The first ever scientific study into the use of dogs to hunt foxes in the UK, published in the Wildlife Society Bulletin, concludes that the law in England and Wales makes controlling foxes less effective and imposes a longer duration of pursuit on them than Scottish legislation.
As reported in the Sunday Telegraph on 28th October the study, carried out in Scotland where the use of any number of dogs to flush and shoot foxes remains legal, compares the use of packs of hounds to the use of two dogs as required by the law in England and Wales.
When a pair of dogs was used, as compared with a pack, only half as many foxes were flushed. The period of active pursuit from a fox being found to being flushed was over 5 times less.
The study was commissioned by the Federation of Welsh Farmers’ Packs (FWFP) which represents hunts and clubs which traditionally used packs of hounds to flush and shoot foxes to protect sheep and other livestock. Under current hunting legislation they are restricted to using two dogs to attempt to flush foxes including from some of the largest commercial forestry plantations in the UK.

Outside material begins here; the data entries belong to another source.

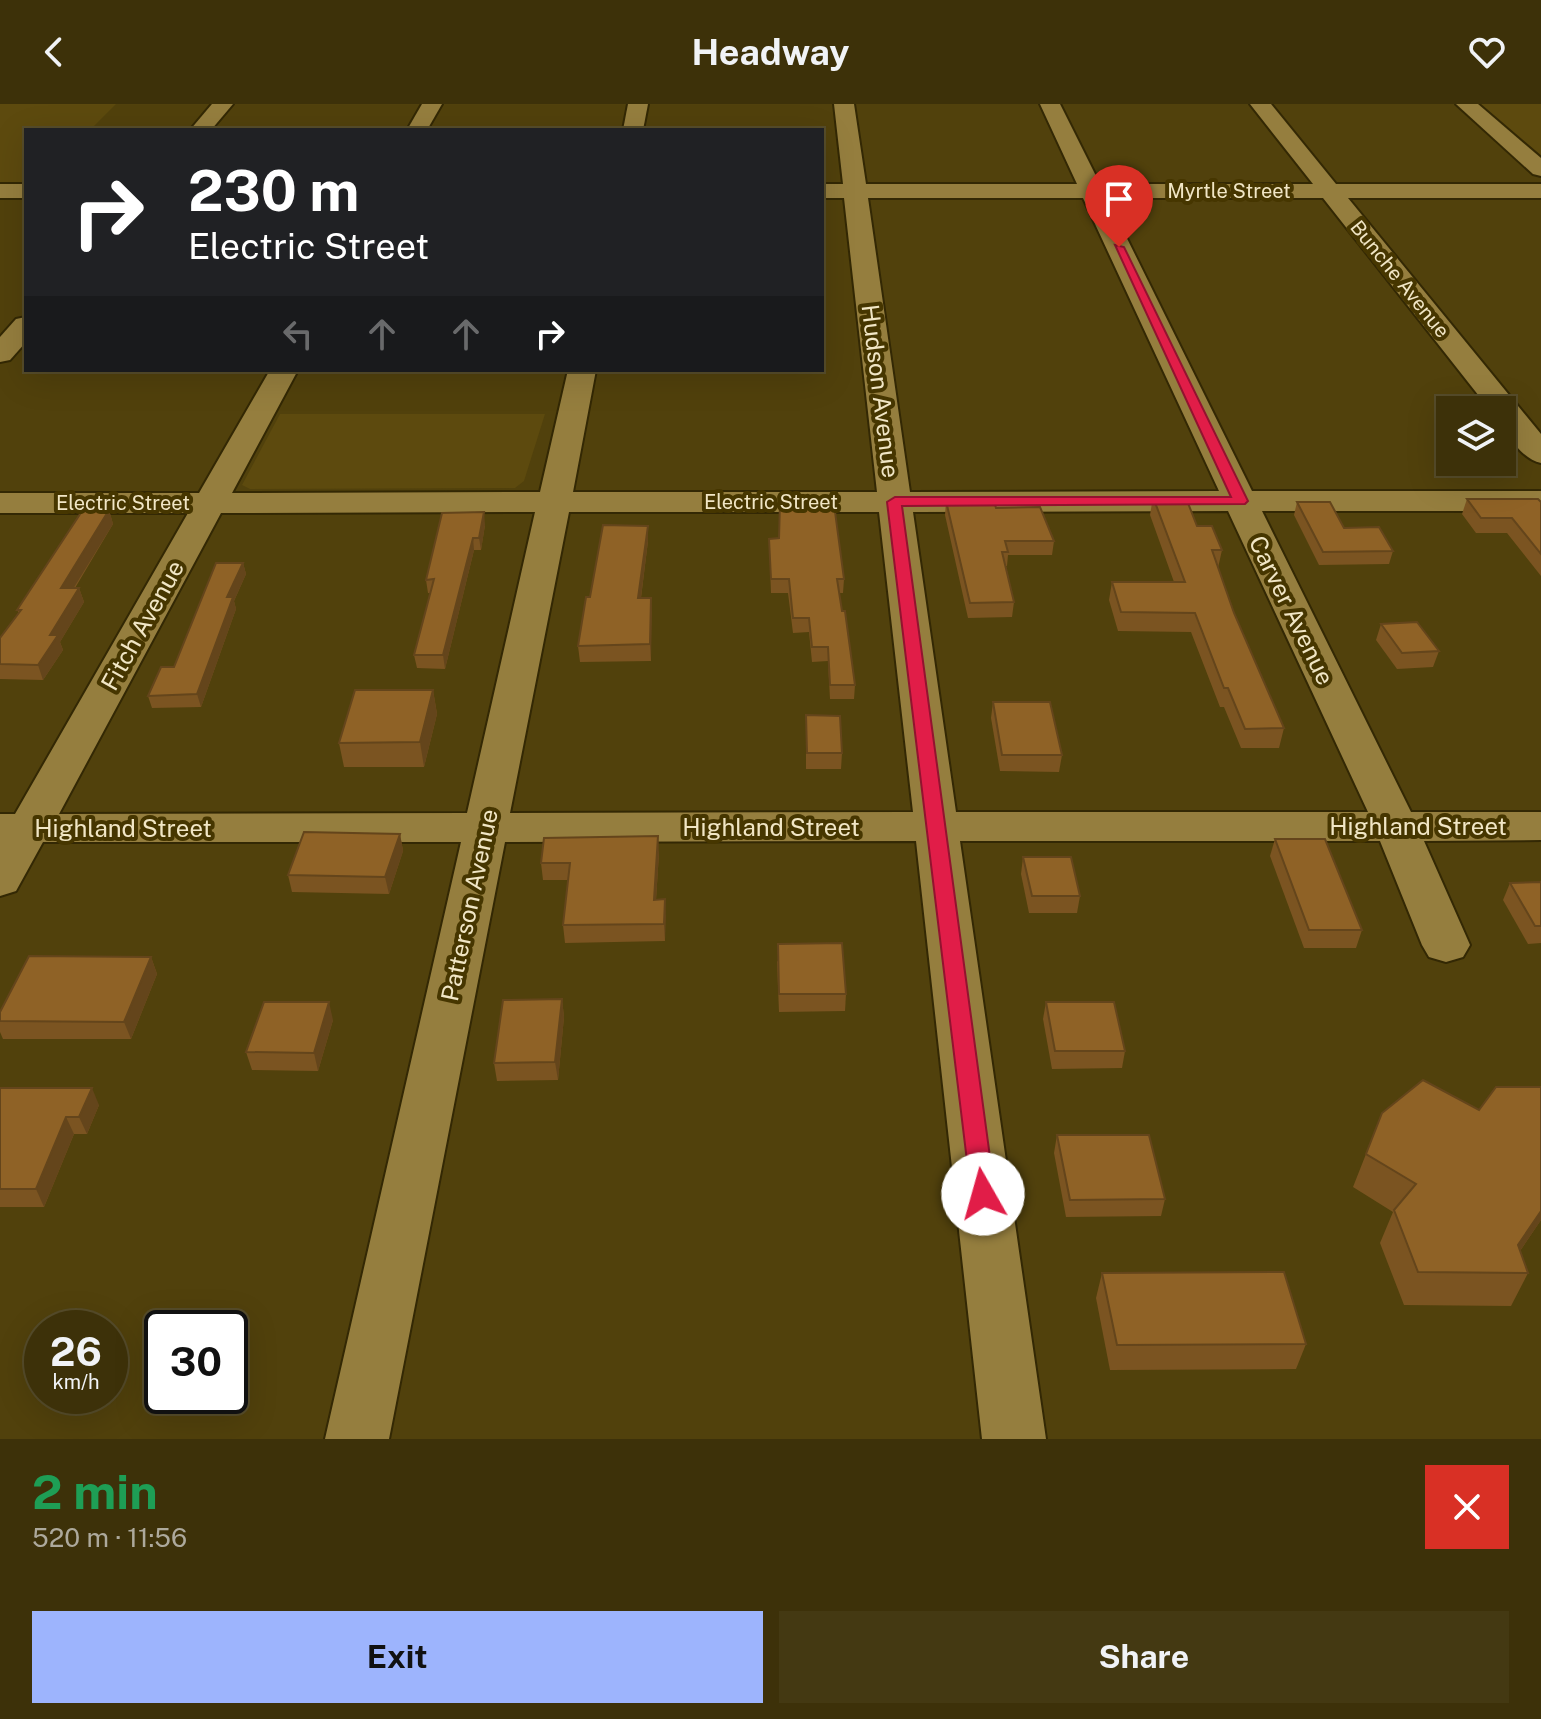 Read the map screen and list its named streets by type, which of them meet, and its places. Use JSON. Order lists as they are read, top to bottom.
{
  "streets": {
    "street": [
      "Myrtle Street",
      "Bunche Avenue",
      "Hudson Avenue",
      "Electric Street",
      "Carver Avenue",
      "Fitch Avenue",
      "Highland Street",
      "Patterson Avenue"
    ]
  },
  "crossings": [
    ["Myrtle Street", "Bunche Avenue"],
    ["Myrtle Street", "Hudson Avenue"],
    ["Myrtle Street", "Carver Avenue"],
    ["Hudson Avenue", "Electric Street"],
    ["Hudson Avenue", "Highland Street"],
    ["Electric Street", "Carver Avenue"],
    ["Electric Street", "Fitch Avenue"],
    ["Electric Street", "Patterson Avenue"],
    ["Carver Avenue", "Highland Street"],
    ["Fitch Avenue", "Highland Street"],
    ["Highland Street", "Patterson Avenue"]
  ],
  "page": {
    "header": "Headway",
    "turn": ["230 m", "Electric Street"],
    "speed": "26 km/h",
    "limit": "30",
    "heading": ["2 min", "520 m · 11:56"],
    "buttons": ["Exit", "Share"]
  }
}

FWFP Secretary David Thomas said: “The law as it stands in England and Wales is completely indefensible. Farmers’ packs were developed for the sole purpose of controlling foxes to limit the predation of lambs using the only practical method in a mountainous region with huge expanses of commercial forestry. The limit of two dogs was plucked out of nowhere. There is no evidence or logical justification for it. Anti-hunting organisations have even admitted that: “pairs of dogs are utterly useless in flushing to guns”. Farm incomes in upland Wales are amongst the lowest in the country and it is simply not acceptable that farmers are not able to protect their flocks. The publication of this study emphasises once again why the law needs to change”.
The Conservative Government brought forward proposals to amend the Hunting Act in 2015 to remove the limit on the number of dogs that can used to find and flush foxes to bring the law into line with Scotland. That proposal was withdrawn when SNP MPs signalled that they would oppose the amendment. The SNP Government in Scotland subsequently commissioned a review of hunting legislation in Scotland by senior law lord Lord Bonomy.

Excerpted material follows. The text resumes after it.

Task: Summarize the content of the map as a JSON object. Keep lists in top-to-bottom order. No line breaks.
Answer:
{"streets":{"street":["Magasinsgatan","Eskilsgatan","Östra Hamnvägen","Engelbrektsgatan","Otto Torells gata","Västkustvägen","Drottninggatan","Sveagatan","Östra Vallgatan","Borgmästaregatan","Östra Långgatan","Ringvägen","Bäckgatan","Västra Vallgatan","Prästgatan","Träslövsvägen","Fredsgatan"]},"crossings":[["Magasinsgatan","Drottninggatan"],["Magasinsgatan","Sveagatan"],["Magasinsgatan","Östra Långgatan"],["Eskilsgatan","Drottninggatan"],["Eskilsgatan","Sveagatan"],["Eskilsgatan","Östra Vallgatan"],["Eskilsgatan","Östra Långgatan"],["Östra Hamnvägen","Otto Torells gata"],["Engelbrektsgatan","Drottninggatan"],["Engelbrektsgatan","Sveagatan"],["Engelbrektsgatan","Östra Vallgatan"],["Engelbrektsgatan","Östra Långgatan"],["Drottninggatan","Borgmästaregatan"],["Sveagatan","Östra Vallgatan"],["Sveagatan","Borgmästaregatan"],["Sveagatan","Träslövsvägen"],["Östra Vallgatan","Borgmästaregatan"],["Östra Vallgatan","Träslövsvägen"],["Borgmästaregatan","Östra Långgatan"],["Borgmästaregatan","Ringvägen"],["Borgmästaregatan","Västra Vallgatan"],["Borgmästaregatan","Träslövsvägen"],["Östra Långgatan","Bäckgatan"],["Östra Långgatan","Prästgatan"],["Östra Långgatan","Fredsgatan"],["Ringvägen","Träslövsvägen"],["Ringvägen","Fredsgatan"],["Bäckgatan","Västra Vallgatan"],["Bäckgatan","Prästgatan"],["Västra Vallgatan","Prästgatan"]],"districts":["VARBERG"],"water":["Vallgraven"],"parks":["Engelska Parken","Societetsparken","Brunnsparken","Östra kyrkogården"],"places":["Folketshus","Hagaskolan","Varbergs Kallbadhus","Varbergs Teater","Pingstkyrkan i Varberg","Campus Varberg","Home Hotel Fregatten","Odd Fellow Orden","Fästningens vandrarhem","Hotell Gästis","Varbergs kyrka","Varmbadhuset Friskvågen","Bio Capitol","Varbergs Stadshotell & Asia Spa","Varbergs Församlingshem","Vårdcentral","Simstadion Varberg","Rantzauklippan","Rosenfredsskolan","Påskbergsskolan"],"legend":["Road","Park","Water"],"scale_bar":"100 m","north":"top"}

His review concluded that: “the use of packs of hounds to flush out foxes to be shot remains a significant pest control measure, both to control the general level of foxes in an area as well as to address particular problems affecting a farm or estate”.
And that: “not only that searching and flushing by two dogs would not be as effective as that done by a full pack of hounds, but also that imposing such a restriction could seriously compromise effective pest control in the country, particularly on rough and hilly ground and in extensive areas of dense cover such as conifer woodlands”.
Tim Bonner, Chief Executive of the Countryside Alliance, which supports the FWFP call for a change in the law, said: “We are in a ridiculous situation where everyone knows the law has failed, there is peer reviewed science which proves that it is both inefficient and increases the duration of pursuit of foxes, and yet political prejudice continues to block change.
“The publication of this research does, however, mean that those who oppose amendment of the law to allow the use of packs of dogs to flush foxes in England and Wales are doing so in direct opposition to peer-reviewed science. The arguments against hunting have always been illogical, but opposition to this amendment is now an indisputable rejection of the clearest science and evidence as well. Those individuals and organisations who take that route will have to justify their position.”